Be a good registry client

aidansteele commented 1 year ago

TODO: this issue itself needs to be fleshed out, hopefully based on feedback from registry operators.

This app boils down to being a Docker registry client. Docker registries are expensive to run and most place limits on excessive usage. See:

Docker Hub
ECR Public
(TODO) ghcr.io
(TODO) gcr.io
(TODO) mcr.microsoft.com

Goals:

Minimise end-user latency for ima.ge.cx (people only use fast websites)
Minimise resource consumption / impact on registries (I don't want to be a jerk)
Minimise hosting costs incurred by me (I'm paying for this out of my pocket and don't want it to sting)

Some questions that first come to mind:

When a user requests to view a file, I make Range requests to retrieve ~1MB from the blob that contains the file. Is that acceptable? Or should I mirror them in my own S3 bucket? ($$$ could add up quickly)
Is it acceptable for /api/lookup to query registries (e.g. at /v2/*/manifests) directly? Or should I cache that data in DynamoDB for some period of time? Does putting it behind CloudFront mitigate the problem?
Do any of the answers change if I later #14?
What issues am I not even considering yet?

monken commented 1 year ago

Ask users to sign up for your service
Ask users to provide their API key for Docker Hub (and the others) which you can then use to make the requests
Otherwise, they will only see cached results
Cache files on EFS with a sensible lifecycle policy and mount the EFS volume in your lambda

This sort of infrastructure would be required for private images anyways.

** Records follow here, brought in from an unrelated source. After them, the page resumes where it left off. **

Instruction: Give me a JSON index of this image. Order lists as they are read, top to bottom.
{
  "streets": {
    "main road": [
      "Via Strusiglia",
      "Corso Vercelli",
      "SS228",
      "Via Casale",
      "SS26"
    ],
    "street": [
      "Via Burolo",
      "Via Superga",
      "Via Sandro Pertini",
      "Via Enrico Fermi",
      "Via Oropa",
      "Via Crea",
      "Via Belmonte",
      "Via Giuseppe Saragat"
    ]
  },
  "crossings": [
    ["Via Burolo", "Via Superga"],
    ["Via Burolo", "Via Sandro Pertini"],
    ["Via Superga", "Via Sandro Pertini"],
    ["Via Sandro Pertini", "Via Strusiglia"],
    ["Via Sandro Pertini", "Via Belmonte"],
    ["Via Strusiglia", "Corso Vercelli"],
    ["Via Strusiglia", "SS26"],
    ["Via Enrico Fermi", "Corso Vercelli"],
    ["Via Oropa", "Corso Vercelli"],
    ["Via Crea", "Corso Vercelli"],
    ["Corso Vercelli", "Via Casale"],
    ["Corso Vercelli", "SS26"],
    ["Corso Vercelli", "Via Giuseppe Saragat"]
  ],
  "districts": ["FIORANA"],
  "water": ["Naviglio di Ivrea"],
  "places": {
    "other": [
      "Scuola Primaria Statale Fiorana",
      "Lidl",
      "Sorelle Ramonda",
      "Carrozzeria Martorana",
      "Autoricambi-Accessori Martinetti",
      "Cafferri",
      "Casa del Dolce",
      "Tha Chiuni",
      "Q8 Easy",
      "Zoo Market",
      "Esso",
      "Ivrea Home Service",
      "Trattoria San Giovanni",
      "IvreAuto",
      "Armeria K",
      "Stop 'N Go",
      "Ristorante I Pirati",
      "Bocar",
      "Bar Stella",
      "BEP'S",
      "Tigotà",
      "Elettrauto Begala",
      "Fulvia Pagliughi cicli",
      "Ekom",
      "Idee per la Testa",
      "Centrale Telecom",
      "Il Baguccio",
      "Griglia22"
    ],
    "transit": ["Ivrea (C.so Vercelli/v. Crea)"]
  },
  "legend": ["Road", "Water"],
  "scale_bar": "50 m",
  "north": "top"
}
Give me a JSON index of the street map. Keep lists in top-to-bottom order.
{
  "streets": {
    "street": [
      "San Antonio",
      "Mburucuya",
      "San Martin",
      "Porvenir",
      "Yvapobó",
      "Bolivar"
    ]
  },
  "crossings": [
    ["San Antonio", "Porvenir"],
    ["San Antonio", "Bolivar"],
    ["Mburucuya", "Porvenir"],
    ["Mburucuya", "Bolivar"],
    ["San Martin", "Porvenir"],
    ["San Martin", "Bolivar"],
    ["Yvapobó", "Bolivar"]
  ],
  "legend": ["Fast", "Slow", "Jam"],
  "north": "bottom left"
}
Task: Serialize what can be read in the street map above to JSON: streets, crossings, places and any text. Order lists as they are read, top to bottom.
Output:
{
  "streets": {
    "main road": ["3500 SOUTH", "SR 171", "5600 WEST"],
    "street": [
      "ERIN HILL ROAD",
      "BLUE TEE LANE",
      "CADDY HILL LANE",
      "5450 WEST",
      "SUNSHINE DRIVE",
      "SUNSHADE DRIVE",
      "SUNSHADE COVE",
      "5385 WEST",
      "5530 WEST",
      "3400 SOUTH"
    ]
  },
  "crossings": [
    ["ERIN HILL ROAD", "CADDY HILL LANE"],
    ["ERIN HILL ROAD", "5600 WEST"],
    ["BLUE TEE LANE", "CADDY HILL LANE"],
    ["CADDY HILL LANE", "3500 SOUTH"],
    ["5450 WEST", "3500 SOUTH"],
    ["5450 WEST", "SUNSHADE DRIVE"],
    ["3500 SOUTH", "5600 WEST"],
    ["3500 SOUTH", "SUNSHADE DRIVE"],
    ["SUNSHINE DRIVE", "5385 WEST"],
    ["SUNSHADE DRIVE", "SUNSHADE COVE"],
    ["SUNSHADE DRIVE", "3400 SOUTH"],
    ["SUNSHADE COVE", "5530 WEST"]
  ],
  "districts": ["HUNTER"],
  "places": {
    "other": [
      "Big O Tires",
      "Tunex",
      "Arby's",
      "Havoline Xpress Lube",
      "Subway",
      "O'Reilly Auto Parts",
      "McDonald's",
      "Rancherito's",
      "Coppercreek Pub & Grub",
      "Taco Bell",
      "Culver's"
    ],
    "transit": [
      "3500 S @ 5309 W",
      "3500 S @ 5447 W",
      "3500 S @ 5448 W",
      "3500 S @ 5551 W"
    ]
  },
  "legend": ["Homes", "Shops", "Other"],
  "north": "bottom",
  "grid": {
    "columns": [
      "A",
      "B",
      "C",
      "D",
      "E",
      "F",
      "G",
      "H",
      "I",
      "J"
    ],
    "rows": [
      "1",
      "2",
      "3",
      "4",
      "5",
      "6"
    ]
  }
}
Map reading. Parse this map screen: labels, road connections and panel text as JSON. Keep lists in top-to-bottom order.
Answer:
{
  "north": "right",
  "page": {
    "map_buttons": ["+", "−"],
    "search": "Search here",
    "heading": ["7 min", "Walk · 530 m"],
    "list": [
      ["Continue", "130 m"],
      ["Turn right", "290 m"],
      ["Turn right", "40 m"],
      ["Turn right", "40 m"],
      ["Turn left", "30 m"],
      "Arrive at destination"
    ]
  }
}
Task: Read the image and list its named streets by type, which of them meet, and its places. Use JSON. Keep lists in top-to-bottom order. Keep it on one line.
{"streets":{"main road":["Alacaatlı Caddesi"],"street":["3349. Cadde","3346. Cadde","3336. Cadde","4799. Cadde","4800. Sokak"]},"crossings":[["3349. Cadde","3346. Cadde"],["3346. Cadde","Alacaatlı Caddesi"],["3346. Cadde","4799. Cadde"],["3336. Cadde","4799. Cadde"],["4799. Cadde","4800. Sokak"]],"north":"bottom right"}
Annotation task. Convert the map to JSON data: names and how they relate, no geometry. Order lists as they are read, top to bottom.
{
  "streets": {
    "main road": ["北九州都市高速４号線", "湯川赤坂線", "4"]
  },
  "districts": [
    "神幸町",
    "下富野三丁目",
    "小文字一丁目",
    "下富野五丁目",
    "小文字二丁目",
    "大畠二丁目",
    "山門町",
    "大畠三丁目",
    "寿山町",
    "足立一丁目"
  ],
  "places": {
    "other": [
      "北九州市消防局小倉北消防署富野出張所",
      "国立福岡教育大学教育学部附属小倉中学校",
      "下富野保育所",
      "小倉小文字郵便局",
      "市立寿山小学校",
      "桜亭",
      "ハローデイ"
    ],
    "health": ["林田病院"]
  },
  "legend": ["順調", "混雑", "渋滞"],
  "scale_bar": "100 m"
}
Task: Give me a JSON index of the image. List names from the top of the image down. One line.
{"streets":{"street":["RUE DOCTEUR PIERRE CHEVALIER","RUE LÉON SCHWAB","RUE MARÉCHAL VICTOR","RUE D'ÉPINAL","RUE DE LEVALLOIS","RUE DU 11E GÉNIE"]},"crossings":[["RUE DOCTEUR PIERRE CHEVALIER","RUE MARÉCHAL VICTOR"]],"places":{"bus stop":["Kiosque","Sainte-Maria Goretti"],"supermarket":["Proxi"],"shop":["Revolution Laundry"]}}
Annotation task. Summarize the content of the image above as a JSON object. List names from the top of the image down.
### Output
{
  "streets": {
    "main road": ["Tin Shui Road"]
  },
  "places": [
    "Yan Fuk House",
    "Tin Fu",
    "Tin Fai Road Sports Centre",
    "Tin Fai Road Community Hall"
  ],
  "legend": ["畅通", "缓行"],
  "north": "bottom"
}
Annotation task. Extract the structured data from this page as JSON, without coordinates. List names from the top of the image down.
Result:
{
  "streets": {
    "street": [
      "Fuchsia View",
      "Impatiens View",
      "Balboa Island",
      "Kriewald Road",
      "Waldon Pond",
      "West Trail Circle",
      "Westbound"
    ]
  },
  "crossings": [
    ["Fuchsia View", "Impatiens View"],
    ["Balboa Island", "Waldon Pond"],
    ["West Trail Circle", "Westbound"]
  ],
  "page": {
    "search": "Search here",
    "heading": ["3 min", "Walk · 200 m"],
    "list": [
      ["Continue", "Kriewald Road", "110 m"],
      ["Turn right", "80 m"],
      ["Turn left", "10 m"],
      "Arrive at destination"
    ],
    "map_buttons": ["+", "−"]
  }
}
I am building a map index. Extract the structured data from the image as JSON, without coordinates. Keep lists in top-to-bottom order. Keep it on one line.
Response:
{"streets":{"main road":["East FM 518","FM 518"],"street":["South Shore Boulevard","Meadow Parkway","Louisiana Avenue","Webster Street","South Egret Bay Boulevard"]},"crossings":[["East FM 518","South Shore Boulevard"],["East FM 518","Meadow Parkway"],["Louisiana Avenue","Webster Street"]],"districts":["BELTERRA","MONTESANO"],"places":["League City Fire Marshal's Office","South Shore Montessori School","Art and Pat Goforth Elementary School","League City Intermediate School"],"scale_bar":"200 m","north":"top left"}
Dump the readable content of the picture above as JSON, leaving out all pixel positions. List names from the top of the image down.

jlbutler commented 1 year ago

This is super cool @aidansteele.

I haven't seen the backend code, but seeing that you're doing ranged gets, definitely wanted to point you at the Streaming OCI project. Maybe you will find a way to leverage this - lazy loading files vs the 1MB chunk fetch might be cool?

You will hit some limits with some popular images for sure, so caching does make sense. I guess the tradeoff here is limiting the amount you're hitting repositories vs the amount of data you want to hold onto (and pay for). Manifests are pretty light, and immutable so theoretically you could cache based on digest, and pull through new manifests only when a tag has moved. On the data front, my hunch is you won't end up storing entire images over time, so the smaller your chunk the better (again SOCI might be of use here, or smaller chunk sizes).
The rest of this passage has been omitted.